How ToxMod’s AI impacted toxicity in Call of Duty voice chat

It’s no secret Call of Duty has toxic players. You can hear them trash talk just about anytime you turn on voice chat in the game. But Modulate teamed up with Activision to use AI voice moderation to address the problem, and the results were worth shouting about.

The companies noted that toxicity exposure was reduced 50% in voice chat in both Call of Duty: Modern Warfare II multiplayer and Call of Duty: Warzone in North America. And in the newest game, Call of Duty: Modern Warfare III, ToxMod found that (on a global basis, excluding Asia) there was an 8% reduction in repeat offenders month-over-month and a 25% reduction in exposure to toxicity.

On top of that, Activision confirmed that retention of players improved, as did the overall experience for gamers in online multiplayer play. I interviewed Modulate AI CEO Mike Pappas about it and looked at the results in a case study on the use of ToxMod in real time on Call of Duty. Pappas has been anxiously awaiting the day when he could talk about these results.

“There are not many studios that have given this kind of transparency and be really active to work with us to get this story out there. And we’ve already seen a lot of positive reception to it,” Pappas said.

Call of Duty has been the titan of first-person shooter action games for two decades, with more than 425 million copies sold as of October 2023. But its popularity means that it draws all types, and some of them aren’t so nice when either cheating or chatting verbally in Call of Duty multiplayer games.
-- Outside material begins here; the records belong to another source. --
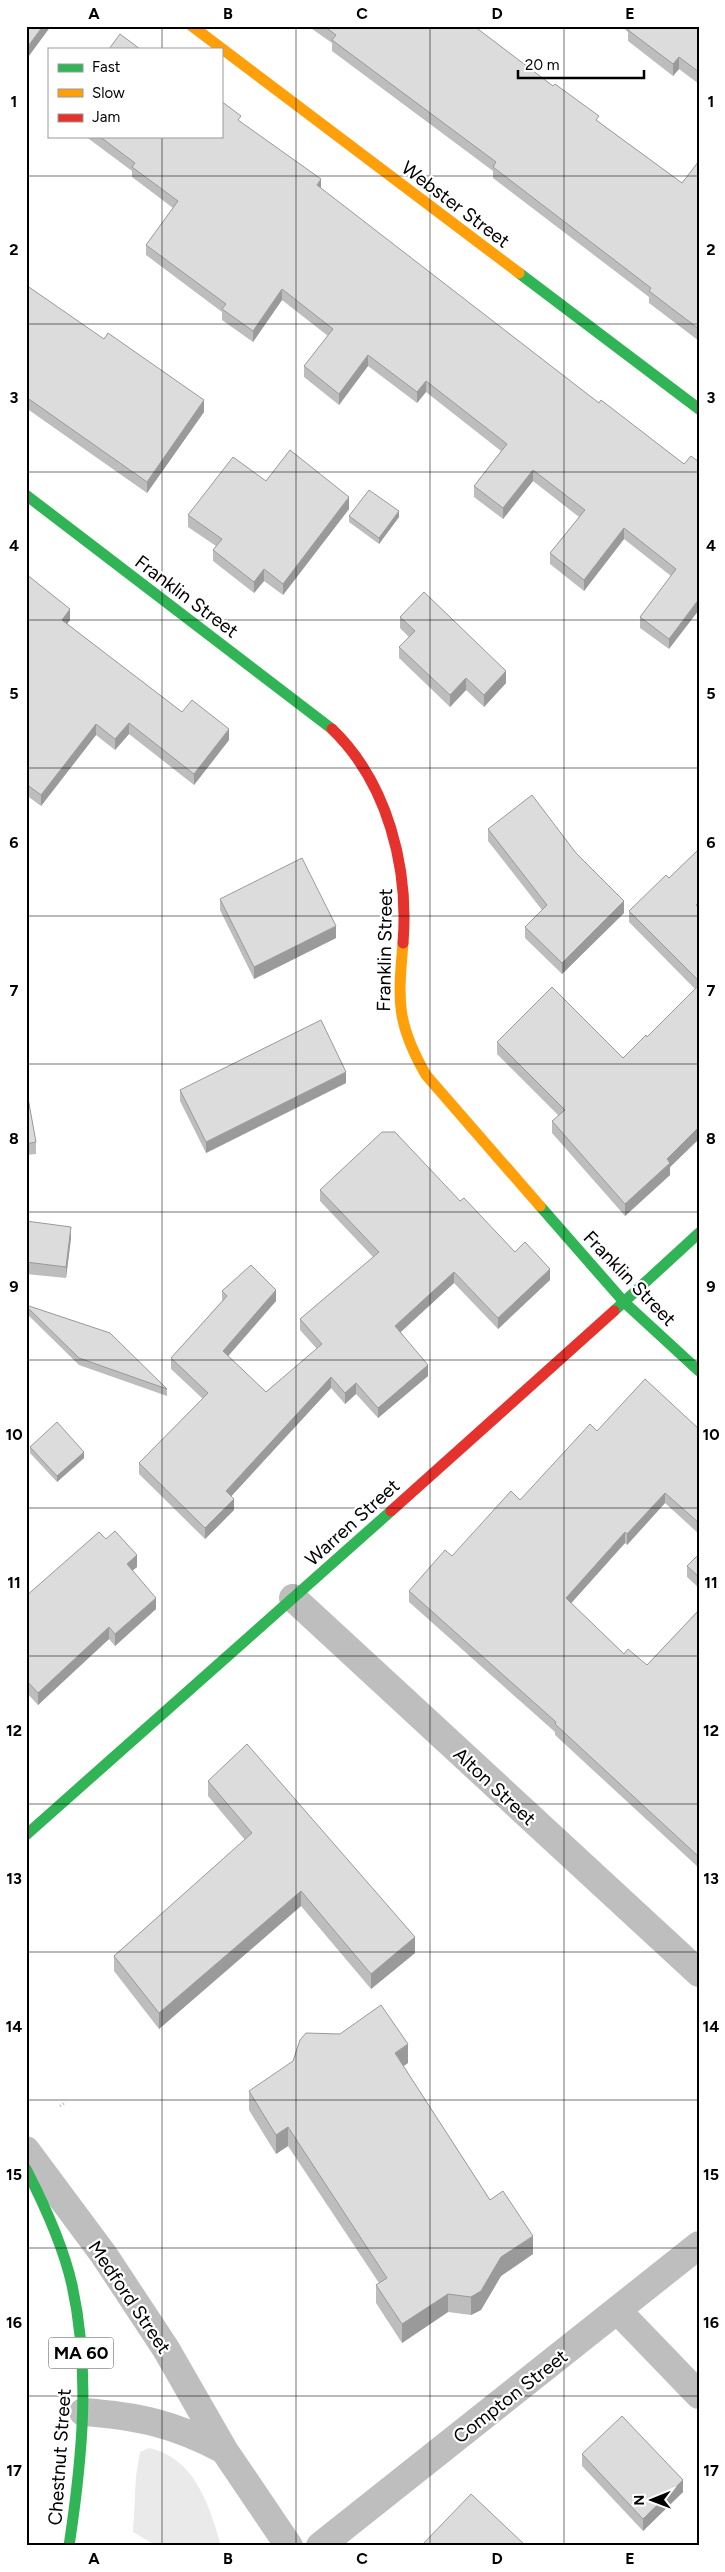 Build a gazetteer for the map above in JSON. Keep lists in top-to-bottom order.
{
  "streets": {
    "street": [
      "Webster Street",
      "Franklin Street",
      "Warren Street",
      "Alton Street",
      "Medford Street",
      "MA 60",
      "Compton Street",
      "Chestnut Street"
    ]
  },
  "crossings": [
    ["Franklin Street", "Warren Street"],
    ["Warren Street", "Alton Street"]
  ],
  "legend": ["Fast", "Slow", "Jam"],
  "scale_bar": "20 m",
  "north": "left",
  "grid": {
    "columns": [
      "A",
      "B",
      "C",
      "D",
      "E"
    ],
    "rows": [
      "1",
      "2",
      "3",
      "4",
      "5",
      "6",
      "7",
      "8",
      "9",
      "10",
      "11",
      "12",
      "13",
      "14",
      "15",
      "16",
      "17"
    ]
  }
}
To address the cheating, Activision launched its Ricochet anti-cheat initiative. And to combat toxic voice chat, it teamed with Modulate on implementing ToxMod’s AI screening technology. The testing for the case study took place during recent game launches. It covered two different periods, including the launch of Call of Duty: Modern Warfare II as well as the launch of Call of Duty: Modern Warfare III and a coinciding season of Call of Duty: Warzone.

“This has driven sort of a new upsurge of additional interest from gaming, and frankly, from some industries beyond gaming as well that are recognizing what we’re doing here is on the very cutting edge,” Pappas said.
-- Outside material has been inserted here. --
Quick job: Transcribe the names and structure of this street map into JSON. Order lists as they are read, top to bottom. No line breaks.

The aim has been to work with the gaming safety coalition, moderators and others on how to combine AI and human intelligence into better moderation and safety.

ToxMod’s integration into Call of Duty

ToxMod is specifically designed to address the unique challenges of moderating in-game voice communication. By leveraging machine learning tuned with real gaming data, ToxMod can tell the difference between competitive banter and genuine harassment, Pappas said.
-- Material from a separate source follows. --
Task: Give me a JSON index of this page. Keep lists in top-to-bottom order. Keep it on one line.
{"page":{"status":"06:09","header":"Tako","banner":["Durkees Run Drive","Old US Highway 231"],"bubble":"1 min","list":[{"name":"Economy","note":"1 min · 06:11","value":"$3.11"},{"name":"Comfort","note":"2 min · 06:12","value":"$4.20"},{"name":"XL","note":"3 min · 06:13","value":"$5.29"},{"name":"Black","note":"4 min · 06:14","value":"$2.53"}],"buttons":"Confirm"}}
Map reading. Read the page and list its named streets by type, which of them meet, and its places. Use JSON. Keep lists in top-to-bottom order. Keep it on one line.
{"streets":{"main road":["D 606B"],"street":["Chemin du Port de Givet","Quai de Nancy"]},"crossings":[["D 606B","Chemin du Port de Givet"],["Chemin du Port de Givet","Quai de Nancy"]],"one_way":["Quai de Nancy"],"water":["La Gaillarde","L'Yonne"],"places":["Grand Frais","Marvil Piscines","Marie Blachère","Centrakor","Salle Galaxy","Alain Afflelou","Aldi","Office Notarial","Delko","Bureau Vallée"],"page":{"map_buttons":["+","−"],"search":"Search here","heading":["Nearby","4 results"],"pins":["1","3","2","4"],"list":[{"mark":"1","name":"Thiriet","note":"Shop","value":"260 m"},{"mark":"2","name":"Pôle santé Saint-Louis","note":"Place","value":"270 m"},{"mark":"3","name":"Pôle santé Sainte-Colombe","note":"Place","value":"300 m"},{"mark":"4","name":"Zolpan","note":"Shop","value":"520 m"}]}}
While the primary focus of the analysis was to understand and improve player experience, working closely with the Call of Duty team and complementing additional related efforts, Modulate was able toanalyze the impact the introduction of voice moderation was having on player engagement, and foundsizable positive effects.

In the case of Call of Duty: Modern Warfare III (globally excluding Asia), Activision was able to act on two million accounts that disrupted games by violating the Call of Duty Code of Conduct in voice chat, Modulate said.

ToxMod identified rates of toxicity and toxicity exposure in voice chats well above the rates that existing player reports alone identified. Player churn was reduced when ToxMod was enabled.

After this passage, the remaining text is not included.